PROBLEM TO WORK ON: Go over the data and copy out each line with "JSON" in it.

RECORDED INFORMATION:
◆ ◆ ◆ ◆
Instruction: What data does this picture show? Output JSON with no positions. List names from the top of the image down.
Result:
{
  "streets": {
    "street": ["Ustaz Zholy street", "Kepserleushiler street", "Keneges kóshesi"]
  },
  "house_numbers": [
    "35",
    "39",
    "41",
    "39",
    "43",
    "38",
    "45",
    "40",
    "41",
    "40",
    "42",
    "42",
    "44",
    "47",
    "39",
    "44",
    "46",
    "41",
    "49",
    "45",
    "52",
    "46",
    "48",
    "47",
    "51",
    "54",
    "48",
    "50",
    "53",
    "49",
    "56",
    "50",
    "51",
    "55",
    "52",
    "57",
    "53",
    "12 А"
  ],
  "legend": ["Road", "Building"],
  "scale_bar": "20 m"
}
◆ ◆ ◆ ◆
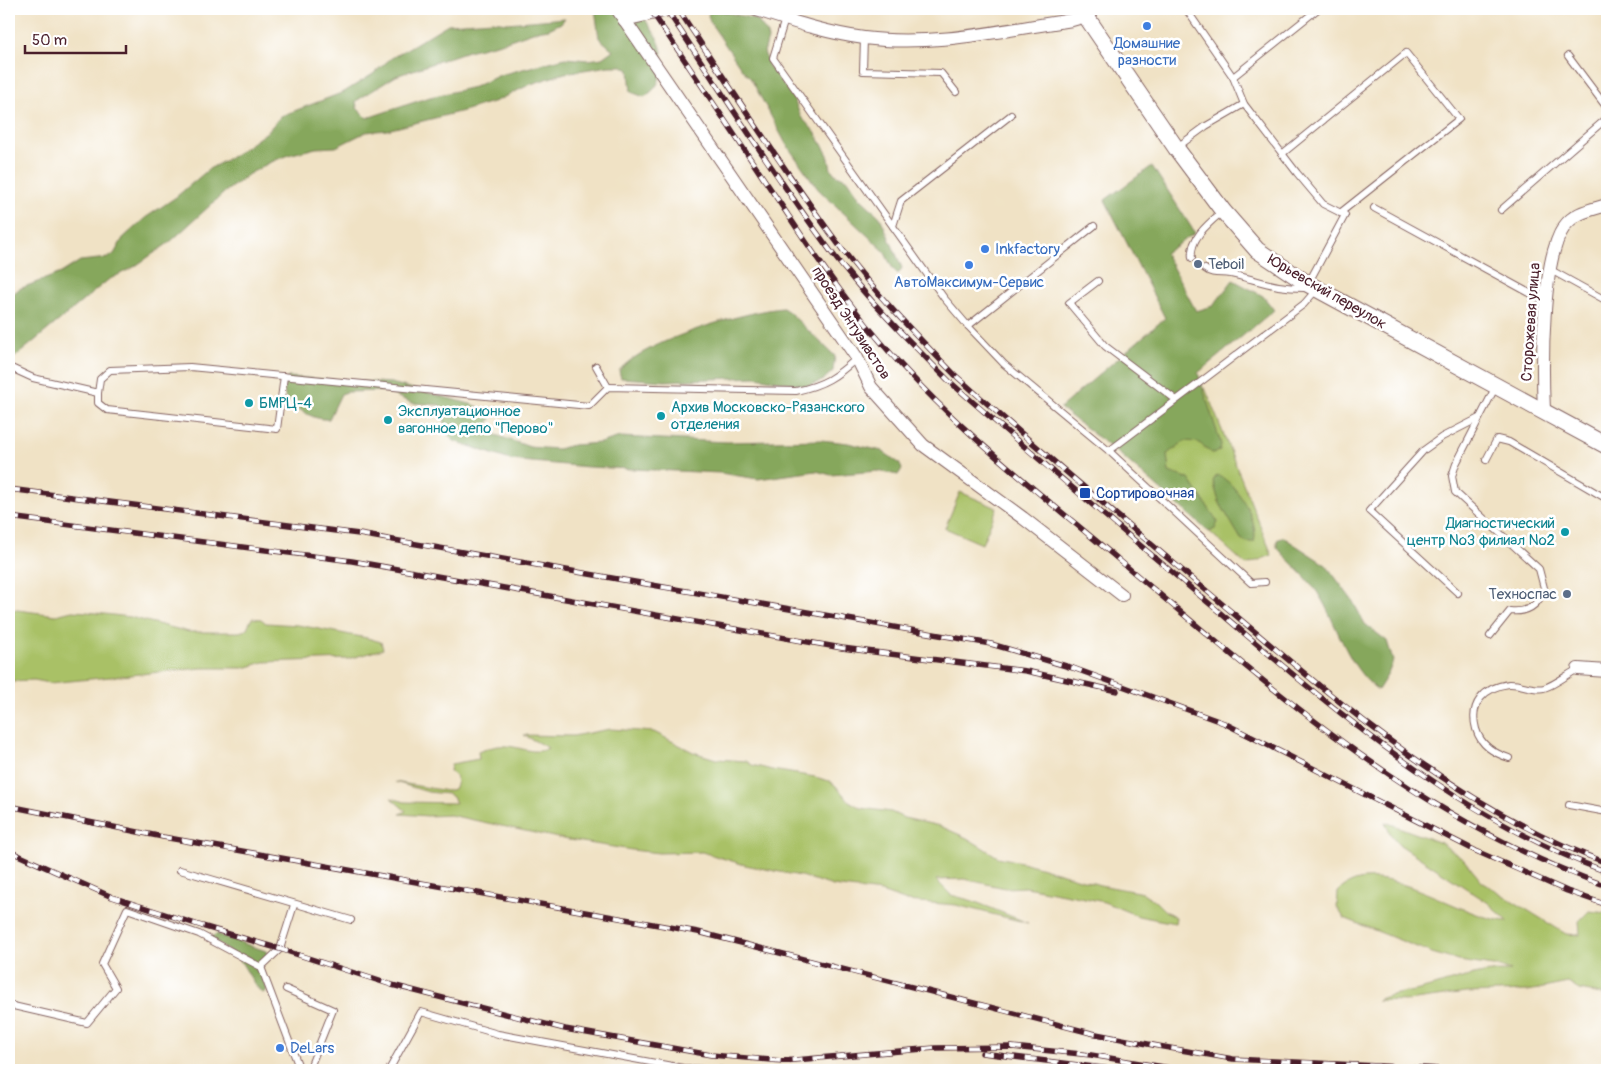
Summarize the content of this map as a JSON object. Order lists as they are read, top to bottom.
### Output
◆ ◆ ◆ ◆
ANSWER FOR THE TASK:
Instruction: What data does this picture show? Output JSON with no positions. List names from the top of the image down.
Summarize the content of this map as a JSON object. Order lists as they are read, top to bottom.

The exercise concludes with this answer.